→ **Exercise materials**
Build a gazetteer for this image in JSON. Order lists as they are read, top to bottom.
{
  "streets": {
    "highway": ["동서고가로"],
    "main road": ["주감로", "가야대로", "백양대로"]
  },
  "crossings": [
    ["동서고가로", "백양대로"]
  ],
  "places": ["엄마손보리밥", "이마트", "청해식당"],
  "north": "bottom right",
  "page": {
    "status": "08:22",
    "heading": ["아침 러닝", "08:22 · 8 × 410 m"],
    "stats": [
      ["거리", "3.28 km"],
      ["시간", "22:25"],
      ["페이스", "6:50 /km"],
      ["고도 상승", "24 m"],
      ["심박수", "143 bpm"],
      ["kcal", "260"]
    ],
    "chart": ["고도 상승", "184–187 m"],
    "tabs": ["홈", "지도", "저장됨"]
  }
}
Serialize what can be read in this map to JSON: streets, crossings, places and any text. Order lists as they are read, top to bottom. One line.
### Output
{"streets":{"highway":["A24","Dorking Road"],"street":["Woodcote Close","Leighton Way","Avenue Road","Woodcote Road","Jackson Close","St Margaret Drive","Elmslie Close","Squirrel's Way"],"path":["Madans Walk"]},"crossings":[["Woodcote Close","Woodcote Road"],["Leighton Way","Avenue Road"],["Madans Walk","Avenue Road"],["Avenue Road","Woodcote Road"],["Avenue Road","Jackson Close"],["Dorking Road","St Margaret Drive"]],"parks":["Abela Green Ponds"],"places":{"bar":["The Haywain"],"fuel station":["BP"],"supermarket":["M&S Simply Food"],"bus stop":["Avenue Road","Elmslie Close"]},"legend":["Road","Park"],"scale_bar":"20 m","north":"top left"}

→ **Problem**
The answer should be nothing more than the lines from the one with "Serialize what can" through the end of the entries, restated word for word.

→ **Output below**
Serialize what can be read in this map to JSON: streets, crossings, places and any text. Order lists as they are read, top to bottom. One line.
### Output
{"streets":{"highway":["A24","Dorking Road"],"street":["Woodcote Close","Leighton Way","Avenue Road","Woodcote Road","Jackson Close","St Margaret Drive","Elmslie Close","Squirrel's Way"],"path":["Madans Walk"]},"crossings":[["Woodcote Close","Woodcote Road"],["Leighton Way","Avenue Road"],["Madans Walk","Avenue Road"],["Avenue Road","Woodcote Road"],["Avenue Road","Jackson Close"],["Dorking Road","St Margaret Drive"]],"parks":["Abela Green Ponds"],"places":{"bar":["The Haywain"],"fuel station":["BP"],"supermarket":["M&S Simply Food"],"bus stop":["Avenue Road","Elmslie Close"]},"legend":["Road","Park"],"scale_bar":"20 m","north":"top left"}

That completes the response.